Newsgroups: comp.lang.c
Path: utzoo!utgpu!jarvis.csri.toronto.edu!dgp.toronto.edu!flaps
From: flaps@dgp.toronto.edu (Alan J Rosenthal)
Subject: Re: Pragmas
Message-ID: <1988Jan8.015032.8598@jarvis.csri.toronto.edu>
Organization: University of Toronto
References: <8801021358.AA15890@decwrl.dec.com> <504@cresswell.quintus.UUCP> <1988Jan3.162343.1697@jarvis.csri.toronto.edu> <506@cresswell.quintus.UUCP>
Date: Fri, 8-Jan-88 01:50:32 EST


Let's be careful not to turn this into a flame war, please, but in a recent
article ok@quintus.UUCP (Richard A. O'Keefe) writes:

>Passing #pragmas through to the compiler means that
>(1) /lib/cpp	has to parse stuff which is significant to the C
>		compiler, and ONLY to the C compiler.

Not 'parse', just 'accept lines beginning with'.  cpp already must
include code for taking the first token of a '#' line to see if it is
'if', 'include', etc.  All it has to do is
    if(strcmp(token,"pragma") == 0)
	printf("%s\n",line);

...

>#line is a different case...
>In fact, as your example shows, the main function of # <lino> <file>
>is not to be passed through by the preprocessor, but to be generated
>by the preprocessor.  I have never written a # <lino> <file> in my
>life, but the preprocessor has made millions for me ...

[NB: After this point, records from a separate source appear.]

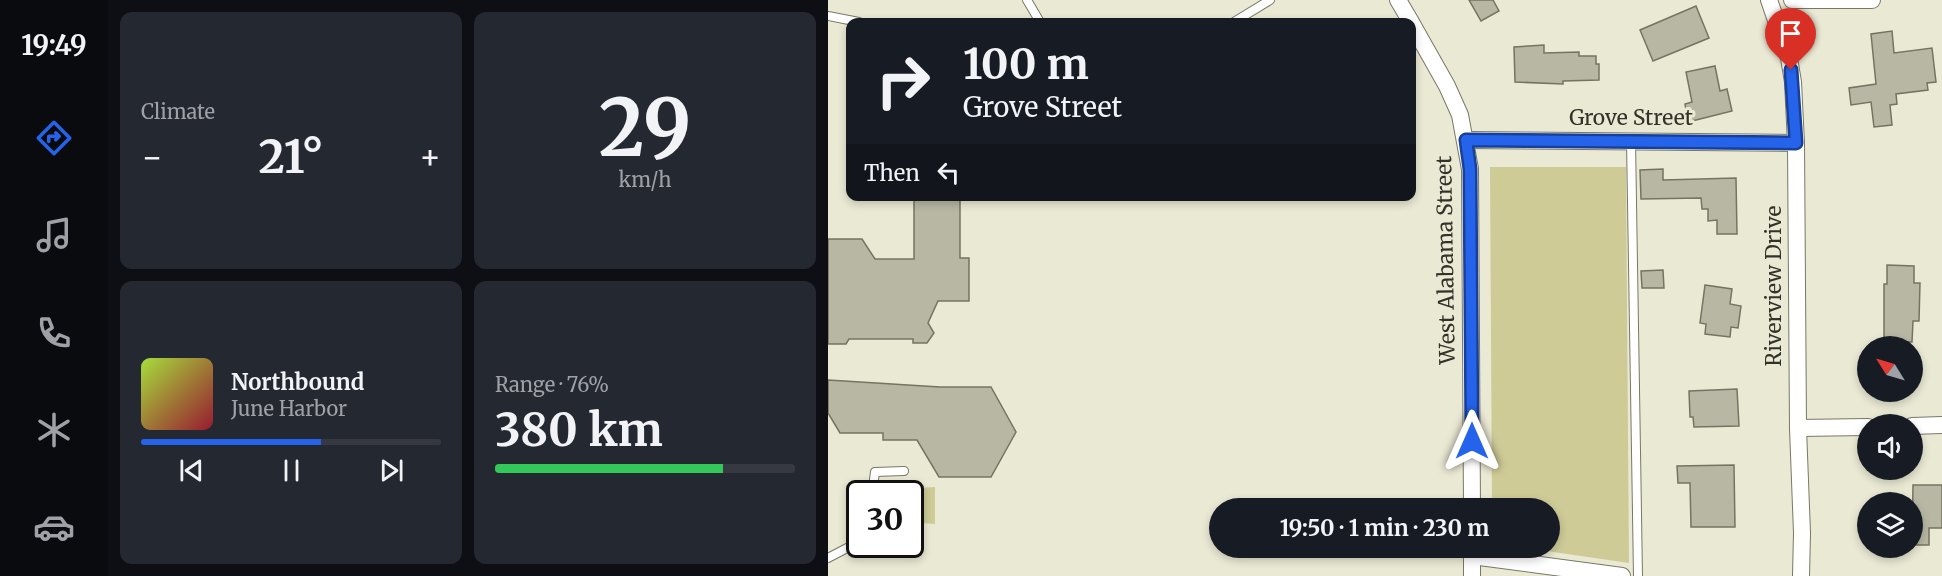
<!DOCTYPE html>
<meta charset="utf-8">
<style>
:root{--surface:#171b24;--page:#242831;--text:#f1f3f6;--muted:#9ea1a6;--line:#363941;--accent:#2563eb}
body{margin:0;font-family:Merriweather,serif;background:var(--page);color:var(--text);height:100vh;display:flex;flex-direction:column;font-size:22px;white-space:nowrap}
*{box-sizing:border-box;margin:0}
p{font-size:20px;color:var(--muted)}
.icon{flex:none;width:33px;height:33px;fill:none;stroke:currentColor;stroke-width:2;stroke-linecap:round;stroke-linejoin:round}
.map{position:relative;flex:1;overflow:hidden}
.sheet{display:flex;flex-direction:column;gap:12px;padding:12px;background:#0d0f14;width:720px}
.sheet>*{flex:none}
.banner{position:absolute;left:18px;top:18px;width:570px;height:183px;border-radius:12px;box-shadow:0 3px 9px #0003;background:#171b24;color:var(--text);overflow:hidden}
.needle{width:39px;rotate:307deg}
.controls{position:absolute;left:1029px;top:336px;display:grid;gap:12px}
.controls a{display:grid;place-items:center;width:66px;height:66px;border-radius:50%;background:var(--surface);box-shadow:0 3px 9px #0003;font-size:30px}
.speed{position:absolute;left:18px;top:480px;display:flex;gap:12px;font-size:30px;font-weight:700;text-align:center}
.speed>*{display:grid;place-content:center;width:78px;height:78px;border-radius:50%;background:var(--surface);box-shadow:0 3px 9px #0003;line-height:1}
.speed .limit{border:3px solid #111;border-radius:9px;background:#fff;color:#111}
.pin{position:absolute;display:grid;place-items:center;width:51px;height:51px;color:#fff;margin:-62px -26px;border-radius:50% 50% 50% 0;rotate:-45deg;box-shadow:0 0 6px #0007}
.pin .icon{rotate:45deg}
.me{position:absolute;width:66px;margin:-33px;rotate:0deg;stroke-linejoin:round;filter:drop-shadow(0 0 4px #0008)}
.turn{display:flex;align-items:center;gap:21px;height:126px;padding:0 18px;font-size:27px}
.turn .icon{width:78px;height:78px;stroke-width:2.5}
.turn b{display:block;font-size:42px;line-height:51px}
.then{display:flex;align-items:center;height:57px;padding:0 18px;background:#0003;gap:12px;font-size:22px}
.big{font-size:45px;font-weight:700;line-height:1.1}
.sheet .tile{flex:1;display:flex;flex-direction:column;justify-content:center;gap:9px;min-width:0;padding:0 21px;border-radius:12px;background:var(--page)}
.sheet .dial{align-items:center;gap:0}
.dial b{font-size:78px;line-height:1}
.song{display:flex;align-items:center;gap:18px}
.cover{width:72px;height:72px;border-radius:9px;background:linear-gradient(135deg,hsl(80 70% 55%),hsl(350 70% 35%))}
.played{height:6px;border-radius:3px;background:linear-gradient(90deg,var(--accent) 60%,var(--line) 60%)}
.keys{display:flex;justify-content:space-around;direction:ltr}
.heat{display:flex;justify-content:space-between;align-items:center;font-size:33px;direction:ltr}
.charge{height:9px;border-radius:4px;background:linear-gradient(90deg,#34c759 76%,var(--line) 0)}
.sheet .tiles{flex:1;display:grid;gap:12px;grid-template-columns:repeat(2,1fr)}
.trip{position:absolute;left:381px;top:498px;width:351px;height:60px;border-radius:30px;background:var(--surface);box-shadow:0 3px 9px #0003;font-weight:700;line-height:60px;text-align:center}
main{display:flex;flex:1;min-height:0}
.tabs{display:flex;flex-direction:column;width:108px;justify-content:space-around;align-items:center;background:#090b0e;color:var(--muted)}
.tabs .icon{width:42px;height:42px}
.tabs .on{color:var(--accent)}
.tabs b{font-size:27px;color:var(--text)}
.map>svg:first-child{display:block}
</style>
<main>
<nav class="tabs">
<b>19:49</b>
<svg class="icon on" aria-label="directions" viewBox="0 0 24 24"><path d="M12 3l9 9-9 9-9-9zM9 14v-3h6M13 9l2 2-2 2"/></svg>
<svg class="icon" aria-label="music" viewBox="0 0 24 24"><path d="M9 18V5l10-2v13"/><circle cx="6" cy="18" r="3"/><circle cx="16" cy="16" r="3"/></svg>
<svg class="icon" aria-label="phone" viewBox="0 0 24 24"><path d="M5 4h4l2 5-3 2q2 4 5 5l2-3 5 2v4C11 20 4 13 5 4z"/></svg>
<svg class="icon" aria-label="climate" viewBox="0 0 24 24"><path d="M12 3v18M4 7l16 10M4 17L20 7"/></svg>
<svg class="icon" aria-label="car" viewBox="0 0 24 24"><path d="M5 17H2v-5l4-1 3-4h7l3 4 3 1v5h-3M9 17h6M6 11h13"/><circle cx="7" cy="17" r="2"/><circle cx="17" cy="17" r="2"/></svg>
</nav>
<section class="sheet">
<div class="tiles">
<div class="tile"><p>Climate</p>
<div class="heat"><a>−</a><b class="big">21°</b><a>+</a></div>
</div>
<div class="tile dial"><b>29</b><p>km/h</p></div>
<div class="tile">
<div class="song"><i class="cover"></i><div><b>Northbound</b><p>June Harbor</p></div></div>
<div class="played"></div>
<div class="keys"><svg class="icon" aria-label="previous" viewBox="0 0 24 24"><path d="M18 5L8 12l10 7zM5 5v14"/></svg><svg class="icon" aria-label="pause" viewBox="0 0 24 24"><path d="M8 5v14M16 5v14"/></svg><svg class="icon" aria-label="next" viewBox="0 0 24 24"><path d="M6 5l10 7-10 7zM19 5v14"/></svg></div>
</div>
<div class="tile"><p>Range · 76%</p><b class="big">380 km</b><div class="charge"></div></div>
</div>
</section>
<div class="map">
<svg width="1114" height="576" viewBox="0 0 1114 576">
<rect width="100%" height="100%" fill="#eae9d4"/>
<g fill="#cecb97">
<path d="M662 167H798L801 563 698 548H722V508H664Z"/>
<path d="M107 487V524L83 522 82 494 57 493 56 490Z"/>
</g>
<g fill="#b7b7a3" stroke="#757462" stroke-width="1.5">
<path d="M641 0H665L671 11 653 21Z"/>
<path d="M868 6 881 38 825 61 812 30Z"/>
<path d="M1064 31 1066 53 1104 48 1108 82 1099 83 1100 90 1068 94 1069 104 1062 105 1064 125 1046 127 1043 102 1023 105 1021 88 1048 84 1043 34Z"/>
<path d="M716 45V53L751 52V56H768V64H771V80L735 81V84L687 82 686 47Z"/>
<path d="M887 66 892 91 899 89 904 111 860 122 857 104 864 102 858 72Z"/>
<path d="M835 169V180L908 178 909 234H889V220L880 221V209H874L873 198 813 199 812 170Z"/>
<path d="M86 197H132V258H141V301H110L100 323 106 333 99 343H85V339H21L18 344H0V239H34L47 259H86Z"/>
<path d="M1059 265 1086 266V283H1092L1091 321H1085L1084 342H1056V284H1059Z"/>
<path d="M835 270 836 288H814L813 271Z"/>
<path d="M877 285 904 289 902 304 913 306 910 328 903 327 902 337 877 334 878 324 872 323Z"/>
<path d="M0 380 112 387H163L188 432 163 477H111L89 440H55V433H12L0 413Z"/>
<path d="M909 389 911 426 866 427 865 417H862L861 391Z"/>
<path d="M906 465 907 527H863L862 483H850L849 466Z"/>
<path d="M1085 485H1114V528H1101V545H1084Z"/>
</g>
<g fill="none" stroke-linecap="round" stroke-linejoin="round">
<defs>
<g id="lane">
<path d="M199 0 212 22"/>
<path d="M0 16 31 22"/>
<path d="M406 22 442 0"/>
<path d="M803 140 810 576"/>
<path d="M44 494 47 472 76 471"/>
<path d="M0 558 21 547 32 536"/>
</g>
<g id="street">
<path d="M570 0 583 22"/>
<path d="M941 0 961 58 965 82 968 143 970 428 974 533 973 576"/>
<path d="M964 0H1044"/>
<path d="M584 24 619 86 632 115 642 169 644 508"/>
<path d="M638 140 968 143"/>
<path d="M1084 426 1114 425"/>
<path d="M970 428 1040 427"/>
<path d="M644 548V576"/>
<path d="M644 556 794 576"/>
</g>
</defs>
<use href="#lane" stroke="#797866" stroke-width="10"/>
<use href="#street" stroke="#797866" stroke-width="18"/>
<use href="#lane" stroke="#fff" stroke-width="8"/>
<use href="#street" stroke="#fff" stroke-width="16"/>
</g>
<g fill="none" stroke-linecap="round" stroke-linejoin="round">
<defs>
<path id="route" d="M644 441 642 169 638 140 968 143 963 70"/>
</defs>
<use href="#route" stroke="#184099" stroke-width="15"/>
<use href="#route" stroke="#2563eb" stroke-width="10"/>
</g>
<g text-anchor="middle" stroke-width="6" stroke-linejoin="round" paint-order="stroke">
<g font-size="21" fill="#32322a" stroke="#eae9d4">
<text x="803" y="125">Grove Street</text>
<text transform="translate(618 260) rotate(-91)" y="7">West Alabama Street</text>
<text transform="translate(946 286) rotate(-90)" y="7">Riverview Drive</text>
</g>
</g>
</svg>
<div class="controls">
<a><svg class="needle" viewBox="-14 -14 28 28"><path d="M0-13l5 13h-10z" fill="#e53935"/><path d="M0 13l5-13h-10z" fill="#9ea1a6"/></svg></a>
<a><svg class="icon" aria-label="sound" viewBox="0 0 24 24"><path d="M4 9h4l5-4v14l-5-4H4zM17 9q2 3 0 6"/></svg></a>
<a><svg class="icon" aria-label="layers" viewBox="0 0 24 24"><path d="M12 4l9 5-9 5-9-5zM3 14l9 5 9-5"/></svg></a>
</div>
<div class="speed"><div class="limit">30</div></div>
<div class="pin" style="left:963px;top:70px;background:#d93025"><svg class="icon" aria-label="arrive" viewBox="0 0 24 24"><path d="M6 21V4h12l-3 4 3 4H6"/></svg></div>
<svg class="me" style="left:644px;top:441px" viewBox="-20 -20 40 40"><path d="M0-17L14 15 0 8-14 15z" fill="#2563eb" stroke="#fff" stroke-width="4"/></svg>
<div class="trip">19:50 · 1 min · 230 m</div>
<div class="banner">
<div class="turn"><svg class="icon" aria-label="right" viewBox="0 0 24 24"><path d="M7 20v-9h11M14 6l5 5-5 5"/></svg><div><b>100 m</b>Grove Street</div></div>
<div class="then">Then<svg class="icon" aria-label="left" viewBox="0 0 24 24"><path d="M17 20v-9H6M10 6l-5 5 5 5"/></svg></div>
</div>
</div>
</main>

Ahem, no human writes # <line> <file> lines, but plenty of programs
which come before cpp do, such as yacc and lex.  (In fact, this is the
K&R documented use for this feature.)

...

>One of the things one wants to do with a program is to analyse it...

>The easiest way to hack this is
>	cc -E source.c | analyser
>which means that your analyser doesn't have to be a preprocessor as
>well as a parser!  The # <line> <file> lines generated by the
>preprocessor tell you ... where things came from...
>
>If the "pragma" construct is defined as pragma(..) in the compiler
>language, then each tool has to be prepared to skip a parenthesis
>balanced sequence of tokens after pragma() but can otherwise ignore
>the construct.  But if #pragma is a pass-through (as some quite
>undocumented form) then I can't defend my tool against it, because
>I don't know what the passed-through form is going to look like.

But even better, if you write your cpp to take an option which causes
it to eat pragmas, or to object to them, either of which (or both)
would be easy to implement, it's even easier.  The ANSI committee can't
specify this any more than they can specify the existence of cpp or
cc -E, but I would hope that good cpp writers would implement it.

In any case, your "as some quite undocumented form" misses the point.
The documentation of this form is part of the documentation for the
(not necessarily existing) cpp, not for the C standard.